◆ **Dataset excerpts**
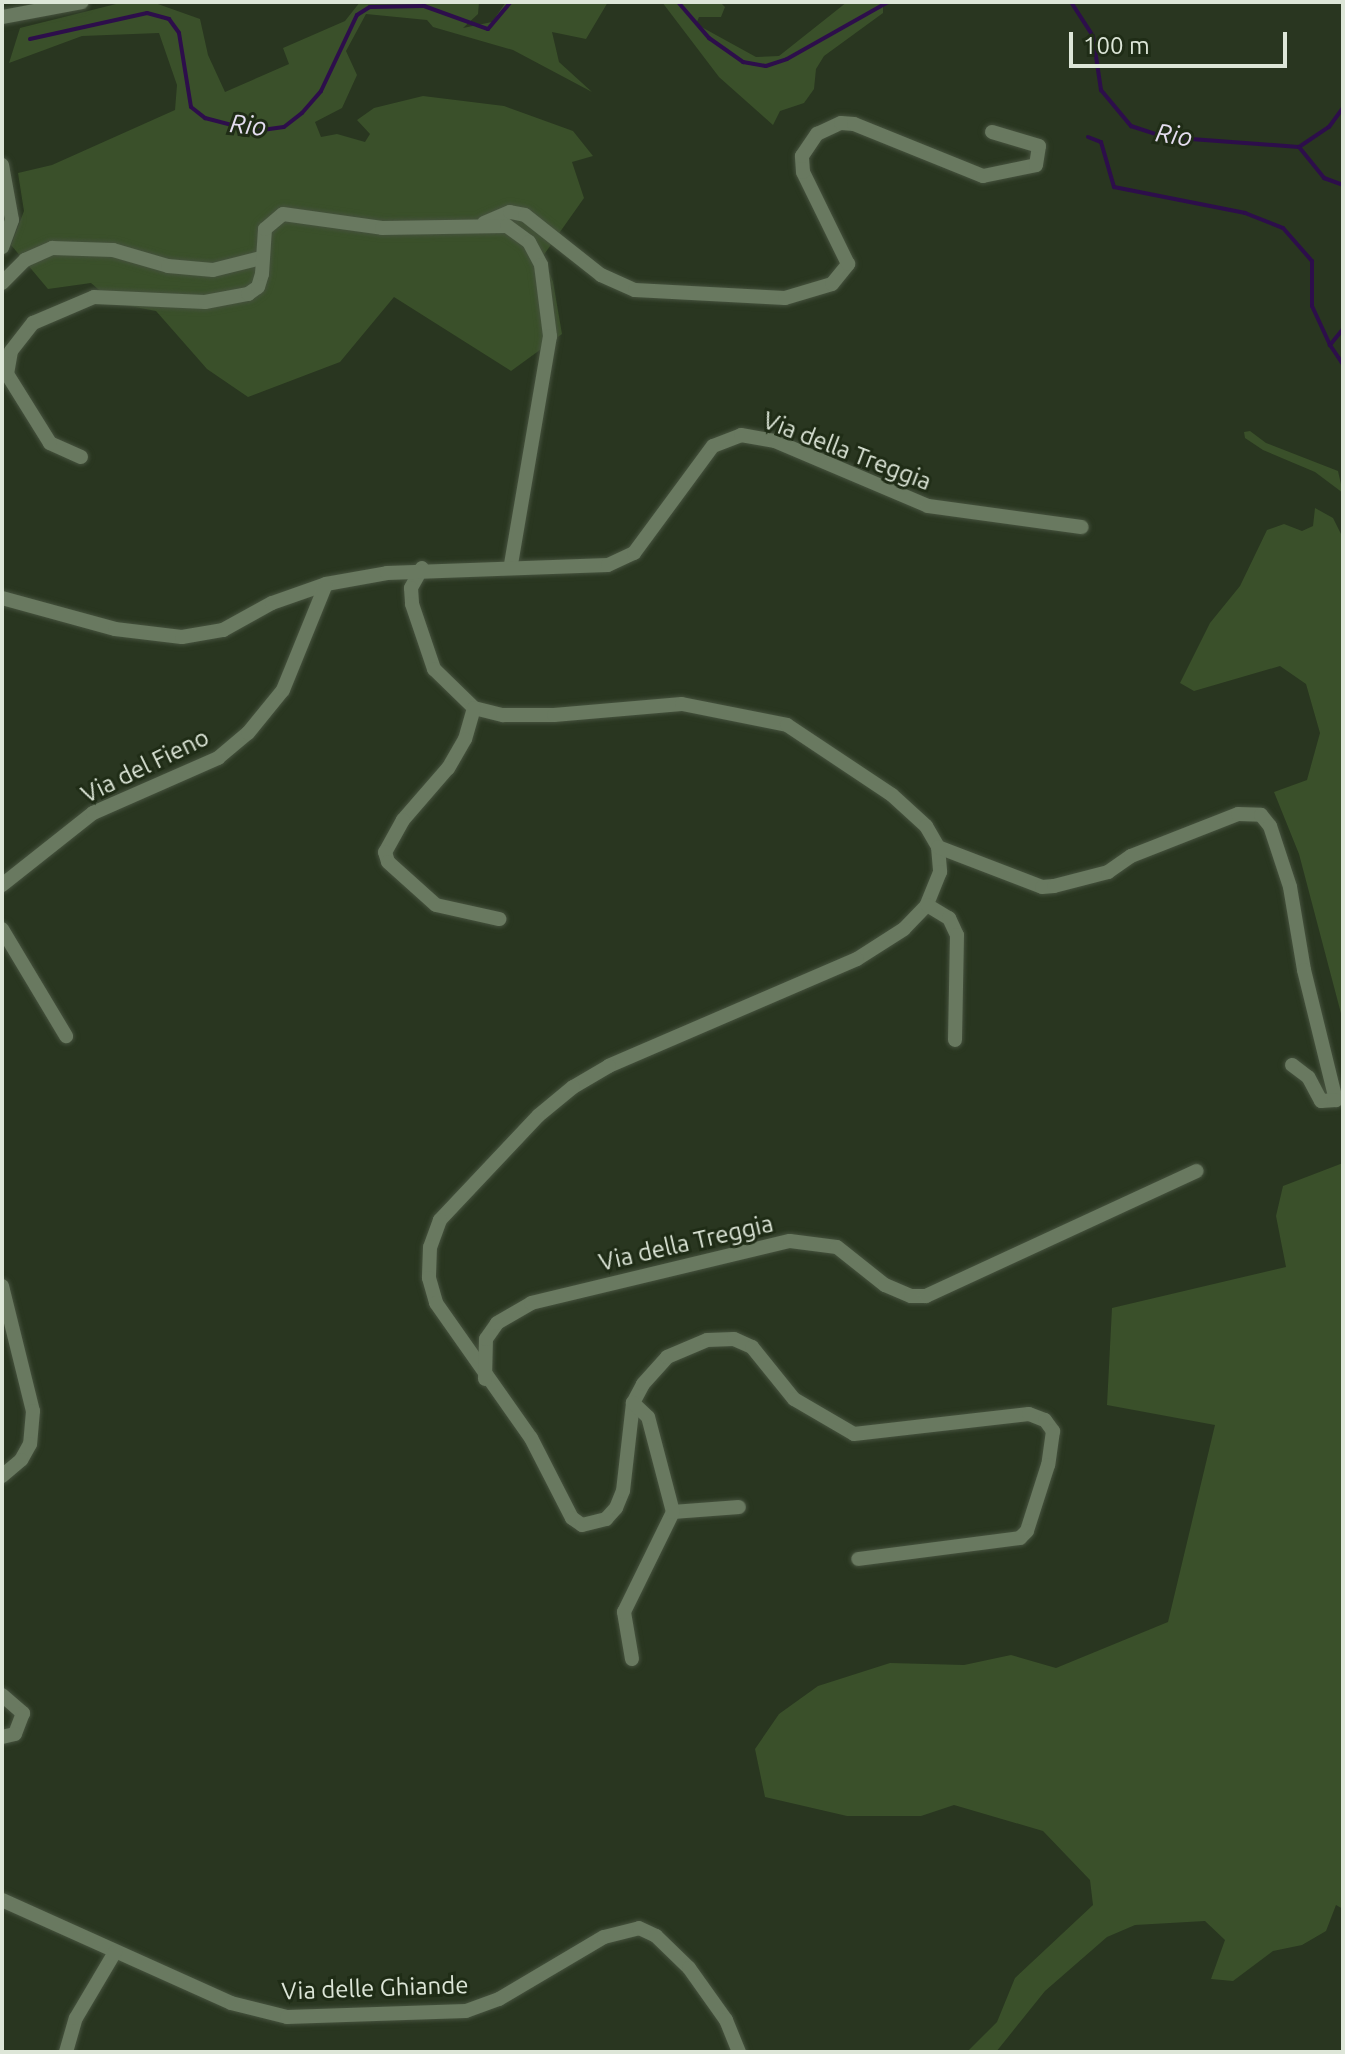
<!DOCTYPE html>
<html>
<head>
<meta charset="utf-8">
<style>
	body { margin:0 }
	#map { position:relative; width:1345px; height:2054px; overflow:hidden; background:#293620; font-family:Ubuntu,sans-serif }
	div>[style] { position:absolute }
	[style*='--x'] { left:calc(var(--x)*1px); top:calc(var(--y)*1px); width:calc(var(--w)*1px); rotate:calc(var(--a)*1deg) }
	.green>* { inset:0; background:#3a502a }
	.stream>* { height:4px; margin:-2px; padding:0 2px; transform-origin:2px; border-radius:2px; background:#2d0e4b }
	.roads { filter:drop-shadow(0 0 2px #46523e) drop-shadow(0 0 2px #46523e) }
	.street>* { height:14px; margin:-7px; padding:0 7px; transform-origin:7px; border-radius:7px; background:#697960 }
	span { translate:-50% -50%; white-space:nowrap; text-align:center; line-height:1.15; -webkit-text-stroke:6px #1f2c16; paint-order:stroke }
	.street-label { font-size:24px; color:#dde6d8 }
	.water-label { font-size:26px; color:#e4ddf0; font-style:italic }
	.frame { position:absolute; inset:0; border:4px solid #dde6d8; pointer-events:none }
	.scale { position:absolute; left:1069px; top:32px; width:218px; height:36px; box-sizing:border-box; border:4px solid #dde6d8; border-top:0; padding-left:10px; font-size:24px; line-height:28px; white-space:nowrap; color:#dde6d8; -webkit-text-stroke:6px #1f2c16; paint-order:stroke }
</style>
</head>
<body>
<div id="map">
	<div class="green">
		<div style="clip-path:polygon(360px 2px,479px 2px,478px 14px,463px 28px,492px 22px,506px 2px,608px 2px,586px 39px,552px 32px,559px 62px,592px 92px,513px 50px,433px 27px,427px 20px,366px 14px,346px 51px,357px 75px,342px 108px,315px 122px,321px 137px,337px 134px,365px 142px,370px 134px,357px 120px,374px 108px,423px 96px,504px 106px,573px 131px,593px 156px,572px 162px,584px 198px,543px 256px,553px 282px,562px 334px,511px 371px,394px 297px,340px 362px,248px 397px,207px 369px,156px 311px,114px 303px,91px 283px,48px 289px,11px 245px,24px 211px,18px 173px,52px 165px,175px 110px,177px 85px,159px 33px,82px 36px,9px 63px,20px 28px,120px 3px,155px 3px,200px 19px,208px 55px,225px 92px,289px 64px,283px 48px,345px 21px)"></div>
		<div style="clip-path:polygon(662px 2px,720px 2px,725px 7px,721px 17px,699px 17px,696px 24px,756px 57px,779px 56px,847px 2px,883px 2px,883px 13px,824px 56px,816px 69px,814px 89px,804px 103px,780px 111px,773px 125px,719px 77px)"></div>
		<div style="clip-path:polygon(1250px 431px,1266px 443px,1338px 471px,1343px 493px,1315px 472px,1263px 450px,1245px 438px,1244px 432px)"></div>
		<div style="clip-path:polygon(1315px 508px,1333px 518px,1343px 538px,1343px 1021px,1299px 854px,1274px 792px,1307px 780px,1320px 733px,1306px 684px,1280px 666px,1194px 691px,1180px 683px,1210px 623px,1240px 586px,1267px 530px,1284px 524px,1302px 531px,1313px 526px)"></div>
		<div style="clip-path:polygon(1343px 1163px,1343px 1909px,1336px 1905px,1326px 1931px,1302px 1945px,1273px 1951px,1233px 1981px,1211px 1979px,1225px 1940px,1205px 1921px,1135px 1925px,1107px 1937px,1045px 1991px,996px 2052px,967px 2052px,997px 2022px,1015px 1978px,1093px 1905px,1090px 1880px,1043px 1831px,954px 1805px,921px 1816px,847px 1816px,765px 1797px,755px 1749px,779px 1714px,818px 1686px,890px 1663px,964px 1665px,1011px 1655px,1056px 1668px,1168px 1622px,1215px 1425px,1107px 1405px,1112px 1308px,1286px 1267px,1276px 1216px,1283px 1186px)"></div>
	</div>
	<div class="stream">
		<div style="--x:678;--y:2;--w:48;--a:49.3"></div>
		<div style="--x:709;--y:38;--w:42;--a:35.2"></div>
		<div style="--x:743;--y:62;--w:23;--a:10"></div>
		<div style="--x:766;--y:66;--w:22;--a:-18"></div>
		<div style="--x:787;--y:59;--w:116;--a:-29.4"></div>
		<div style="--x:1071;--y:2;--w:40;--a:57.1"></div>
		<div style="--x:1093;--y:36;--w:55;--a:81.6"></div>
		<div style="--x:1101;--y:90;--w:47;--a:50.2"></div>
		<div style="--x:1131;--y:126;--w:35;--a:18"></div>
		<div style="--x:1164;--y:137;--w:135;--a:4.2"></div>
		<div style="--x:1299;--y:147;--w:36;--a:-34"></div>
		<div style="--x:1329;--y:127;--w:24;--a:-54"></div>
		<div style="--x:30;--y:39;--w:120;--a:-12.5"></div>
		<div style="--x:147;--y:13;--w:23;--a:15"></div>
		<div style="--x:169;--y:19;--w:17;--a:54"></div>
		<div style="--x:179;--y:33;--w:75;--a:80.8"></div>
		<div style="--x:191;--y:107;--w:18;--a:38"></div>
		<div style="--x:205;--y:118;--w:52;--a:14.6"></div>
		<div style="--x:255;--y:131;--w:29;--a:-8"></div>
		<div style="--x:284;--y:127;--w:23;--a:-38"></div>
		<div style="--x:302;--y:113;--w:29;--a:-49"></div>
		<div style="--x:321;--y:91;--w:84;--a:-64.7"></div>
		<div style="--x:357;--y:15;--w:15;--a:-32"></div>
		<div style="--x:370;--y:7;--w:54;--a:-1.1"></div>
		<div style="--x:424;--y:6;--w:68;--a:19.8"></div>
		<div style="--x:488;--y:29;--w:35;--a:-50"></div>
		<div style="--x:1088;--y:137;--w:14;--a:21"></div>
		<div style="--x:1101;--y:142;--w:47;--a:73.9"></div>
		<div style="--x:1114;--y:187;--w:134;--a:11.2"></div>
		<div style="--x:1245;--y:213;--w:41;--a:21.5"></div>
		<div style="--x:1283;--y:228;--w:44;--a:48.7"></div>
		<div style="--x:1312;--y:261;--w:45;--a:90"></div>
		<div style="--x:1312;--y:306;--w:43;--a:65.2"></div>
		<div style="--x:1299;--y:147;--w:40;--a:51"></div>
		<div style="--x:1324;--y:178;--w:20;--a:20"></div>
		<div style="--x:1343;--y:329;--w:21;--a:129"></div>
		<div style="--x:1330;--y:345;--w:23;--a:56"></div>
	</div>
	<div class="roads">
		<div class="street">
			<div style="--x:2;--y:17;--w:81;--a:-10.6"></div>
			<div style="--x:2;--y:165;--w:56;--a:79.7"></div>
			<div style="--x:12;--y:220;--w:29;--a:110"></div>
			<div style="--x:484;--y:223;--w:28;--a:-23"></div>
			<div style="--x:510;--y:212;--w:15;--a:11"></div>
			<div style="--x:525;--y:215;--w:97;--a:38.3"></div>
			<div style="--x:601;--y:275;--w:37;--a:24"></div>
			<div style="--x:635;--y:290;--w:150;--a:3.1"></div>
			<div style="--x:785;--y:298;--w:49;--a:-16.6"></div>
			<div style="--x:832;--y:284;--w:26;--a:-51"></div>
			<div style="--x:848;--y:264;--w:102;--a:-116.1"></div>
			<div style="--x:803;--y:172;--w:16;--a:-94"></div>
			<div style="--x:802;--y:156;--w:27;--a:-56"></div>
			<div style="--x:817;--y:134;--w:26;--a:-25"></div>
			<div style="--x:841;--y:123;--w:13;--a:4"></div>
			<div style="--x:854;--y:124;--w:139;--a:22"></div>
			<div style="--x:983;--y:176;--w:54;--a:-11.7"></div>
			<div style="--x:1036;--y:165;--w:19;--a:-81"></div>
			<div style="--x:1039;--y:146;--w:49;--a:-163.4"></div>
			<div style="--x:2;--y:283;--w:33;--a:-45"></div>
			<div style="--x:25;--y:260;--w:30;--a:-24"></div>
			<div style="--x:52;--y:248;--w:61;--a:1.9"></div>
			<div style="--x:113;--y:250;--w:57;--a:16.2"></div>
			<div style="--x:168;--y:266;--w:45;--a:5.1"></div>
			<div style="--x:213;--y:270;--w:49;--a:-14"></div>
			<div style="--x:81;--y:457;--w:34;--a:-156"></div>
			<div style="--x:50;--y:443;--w:81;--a:-121.9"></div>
			<div style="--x:7;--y:374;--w:23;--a:-80"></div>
			<div style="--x:11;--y:351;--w:36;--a:-52"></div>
			<div style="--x:33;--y:323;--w:66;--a:-23.1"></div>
			<div style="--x:94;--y:297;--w:111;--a:2.6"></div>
			<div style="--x:205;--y:302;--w:44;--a:-10.5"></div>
			<div style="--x:248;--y:294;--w:12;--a:-35"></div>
			<div style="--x:258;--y:287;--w:14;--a:-73"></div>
			<div style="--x:262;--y:274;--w:45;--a:-86.2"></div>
			<div style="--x:265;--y:229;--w:23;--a:-40"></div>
			<div style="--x:283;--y:214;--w:100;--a:8"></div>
			<div style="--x:382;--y:228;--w:125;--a:-0.9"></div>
			<div style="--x:507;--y:226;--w:27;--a:36"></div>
			<div style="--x:529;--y:242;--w:26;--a:62"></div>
			<div style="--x:541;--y:265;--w:72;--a:82.8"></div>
			<div style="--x:550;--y:336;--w:231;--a:99.7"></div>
			<div style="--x:422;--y:568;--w:23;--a:119"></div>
			<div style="--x:411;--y:588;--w:16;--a:86"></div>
			<div style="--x:412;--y:604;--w:69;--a:71.3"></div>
			<div style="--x:434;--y:669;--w:56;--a:44.3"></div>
			<div style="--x:474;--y:708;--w:30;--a:14"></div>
			<div style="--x:503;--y:715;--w:51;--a:0"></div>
			<div style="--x:554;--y:715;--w:128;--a:-4.9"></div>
			<div style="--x:682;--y:704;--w:107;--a:11.3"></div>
			<div style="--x:787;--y:725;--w:126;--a:33.7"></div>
			<div style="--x:892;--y:795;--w:46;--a:42.4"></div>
			<div style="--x:926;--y:826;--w:24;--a:60"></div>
			<div style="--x:938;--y:847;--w:25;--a:85"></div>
			<div style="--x:940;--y:872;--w:35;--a:112"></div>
			<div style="--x:927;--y:905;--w:33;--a:134"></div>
			<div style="--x:904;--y:929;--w:56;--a:147.4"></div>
			<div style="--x:857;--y:959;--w:270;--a:156.7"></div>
			<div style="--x:609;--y:1066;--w:42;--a:149.7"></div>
			<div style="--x:573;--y:1087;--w:45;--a:140.4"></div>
			<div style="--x:538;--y:1116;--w:143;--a:133.3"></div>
			<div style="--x:440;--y:1220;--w:29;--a:110"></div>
			<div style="--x:430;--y:1247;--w:31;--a:92"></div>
			<div style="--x:429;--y:1278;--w:26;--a:74"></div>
			<div style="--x:436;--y:1303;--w:165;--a:54.9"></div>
			<div style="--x:531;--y:1438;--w:90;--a:62.9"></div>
			<div style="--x:572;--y:1518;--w:12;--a:35"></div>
			<div style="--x:582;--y:1525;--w:25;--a:-14"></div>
			<div style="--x:606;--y:1519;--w:15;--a:-48"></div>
			<div style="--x:616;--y:1508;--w:18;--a:-68"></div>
			<div style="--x:623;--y:1491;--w:89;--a:-83.5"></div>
			<div style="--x:633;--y:1403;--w:21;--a:-62"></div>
			<div style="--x:643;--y:1384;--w:36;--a:-48"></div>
			<div style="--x:667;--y:1357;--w:43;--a:-23"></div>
			<div style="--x:707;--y:1340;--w:27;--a:-2"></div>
			<div style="--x:734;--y:1339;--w:20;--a:24"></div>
			<div style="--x:752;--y:1347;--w:67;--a:51.1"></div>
			<div style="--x:794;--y:1399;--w:69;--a:30.3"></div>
			<div style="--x:854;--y:1434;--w:176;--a:-6.5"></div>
			<div style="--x:1029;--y:1414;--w:17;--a:21"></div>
			<div style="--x:1045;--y:1420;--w:14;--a:54"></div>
			<div style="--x:1053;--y:1431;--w:34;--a:98"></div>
			<div style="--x:1048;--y:1465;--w:69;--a:107.7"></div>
			<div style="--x:1027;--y:1531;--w:10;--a:135"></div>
			<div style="--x:1020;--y:1538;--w:163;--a:172.6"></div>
			<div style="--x:2;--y:598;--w:117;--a:15.3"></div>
			<div style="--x:115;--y:629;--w:67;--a:6.8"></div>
			<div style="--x:182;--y:637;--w:42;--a:-9.7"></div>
			<div style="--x:223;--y:630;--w:56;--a:-28.9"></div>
			<div style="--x:272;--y:603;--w:57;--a:-19.4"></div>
			<div style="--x:326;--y:584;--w:62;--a:-10.2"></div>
			<div style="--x:387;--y:573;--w:221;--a:-2.1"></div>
			<div style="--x:608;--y:565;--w:29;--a:-25"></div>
			<div style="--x:634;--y:553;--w:133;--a:-53.6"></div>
			<div style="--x:713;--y:446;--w:30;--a:-21"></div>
			<div style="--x:741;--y:435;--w:35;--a:10"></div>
			<div style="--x:775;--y:441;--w:166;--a:23"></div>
			<div style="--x:928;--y:506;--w:155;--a:7.8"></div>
			<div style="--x:474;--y:708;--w:32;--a:106"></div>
			<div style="--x:465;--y:739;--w:34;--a:120"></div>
			<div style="--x:448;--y:768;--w:69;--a:130.9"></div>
			<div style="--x:403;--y:820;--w:37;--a:119"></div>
			<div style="--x:385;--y:852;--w:10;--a:73"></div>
			<div style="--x:388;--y:862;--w:64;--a:41.9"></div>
			<div style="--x:436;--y:905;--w:65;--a:12.5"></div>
			<div style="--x:938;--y:847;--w:111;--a:21"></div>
			<div style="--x:1042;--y:887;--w:12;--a:-5"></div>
			<div style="--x:1054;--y:886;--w:56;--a:-14.5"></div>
			<div style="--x:1108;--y:872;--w:28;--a:-35"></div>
			<div style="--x:1131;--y:856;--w:115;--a:-21.4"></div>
			<div style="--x:1238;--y:814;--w:23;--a:2"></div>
			<div style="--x:1261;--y:815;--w:14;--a:51"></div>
			<div style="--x:1270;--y:826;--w:64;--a:71.8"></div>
			<div style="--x:1290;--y:887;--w:84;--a:80.4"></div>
			<div style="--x:1304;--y:970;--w:134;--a:76.2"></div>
			<div style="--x:1336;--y:1100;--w:15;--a:176"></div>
			<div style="--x:1321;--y:1101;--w:27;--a:-118"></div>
			<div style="--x:1308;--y:1077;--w:20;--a:-143"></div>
			<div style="--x:2;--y:885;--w:116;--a:-38.4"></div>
			<div style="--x:93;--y:813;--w:137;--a:-23.7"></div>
			<div style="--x:218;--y:758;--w:39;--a:-40"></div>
			<div style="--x:248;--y:733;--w:55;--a:-50.9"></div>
			<div style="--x:283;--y:690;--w:114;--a:-67.9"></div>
			<div style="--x:927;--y:905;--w:26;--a:31"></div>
			<div style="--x:949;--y:918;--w:19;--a:65"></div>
			<div style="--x:957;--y:935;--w:105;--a:91.1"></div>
			<div style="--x:2;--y:929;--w:125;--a:59.1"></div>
			<div style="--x:2;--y:1286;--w:129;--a:76.1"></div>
			<div style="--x:33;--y:1411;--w:33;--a:95"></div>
			<div style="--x:30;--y:1444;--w:18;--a:119"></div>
			<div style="--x:21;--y:1460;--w:25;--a:140"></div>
			<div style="--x:485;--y:1379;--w:40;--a:-88.6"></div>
			<div style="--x:486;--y:1339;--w:19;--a:-55"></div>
			<div style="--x:497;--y:1323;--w:39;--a:-30"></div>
			<div style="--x:531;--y:1303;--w:266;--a:-13.5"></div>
			<div style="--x:790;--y:1241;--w:47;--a:7.3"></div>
			<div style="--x:837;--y:1247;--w:61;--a:38.4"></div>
			<div style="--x:885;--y:1285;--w:28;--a:23"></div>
			<div style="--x:911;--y:1296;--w:15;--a:0"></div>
			<div style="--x:926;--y:1296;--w:298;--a:-24.8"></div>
			<div style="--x:673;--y:1512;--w:66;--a:-4.3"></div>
			<div style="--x:632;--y:1659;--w:48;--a:-99.7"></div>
			<div style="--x:624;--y:1612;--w:111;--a:-63.9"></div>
			<div style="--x:673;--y:1512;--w:98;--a:-104.7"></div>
			<div style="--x:648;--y:1417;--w:21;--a:-137"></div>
			<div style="--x:2;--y:1695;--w:28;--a:41"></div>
			<div style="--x:23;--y:1713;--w:22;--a:111"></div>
			<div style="--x:15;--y:1734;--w:13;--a:167"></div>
			<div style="--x:2;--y:1900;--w:251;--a:24.2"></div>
			<div style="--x:231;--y:2003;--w:58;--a:14"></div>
			<div style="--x:287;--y:2017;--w:179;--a:-1.9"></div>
			<div style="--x:466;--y:2011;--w:35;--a:-20"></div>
			<div style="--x:499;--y:1999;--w:122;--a:-30.6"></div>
			<div style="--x:604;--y:1937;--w:36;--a:-14"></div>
			<div style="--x:639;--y:1928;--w:19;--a:25"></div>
			<div style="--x:656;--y:1936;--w:46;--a:44.1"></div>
			<div style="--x:689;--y:1968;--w:64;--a:54.6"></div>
			<div style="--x:726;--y:2020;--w:35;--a:68"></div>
			<div style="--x:66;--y:2052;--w:35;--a:-74"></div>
			<div style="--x:76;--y:2018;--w:77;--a:-59.4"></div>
		</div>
	</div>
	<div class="street-label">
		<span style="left:847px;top:451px;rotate:21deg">Via della Treggia</span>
		<span style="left:145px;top:766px;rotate:-26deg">Via del Fieno</span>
		<span style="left:686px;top:1243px;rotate:-13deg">Via della Treggia</span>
		<span style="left:375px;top:1988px;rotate:-2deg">Via delle Ghiande</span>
	</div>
	<div class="water-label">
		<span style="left:248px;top:125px;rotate:6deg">Rio</span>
		<span style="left:1174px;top:135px;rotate:9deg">Rio</span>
	</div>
	<div class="frame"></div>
	<div class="scale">100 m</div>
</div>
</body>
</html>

◆ **Your goal**
For each line in the entries that holds "stream", return that line.

◆ **Response to this task**
	.stream>* { height:4px; margin:-2px; padding:0 2px; transform-origin:2px; border-radius:2px; background:#2d0e4b }
	<div class="stream">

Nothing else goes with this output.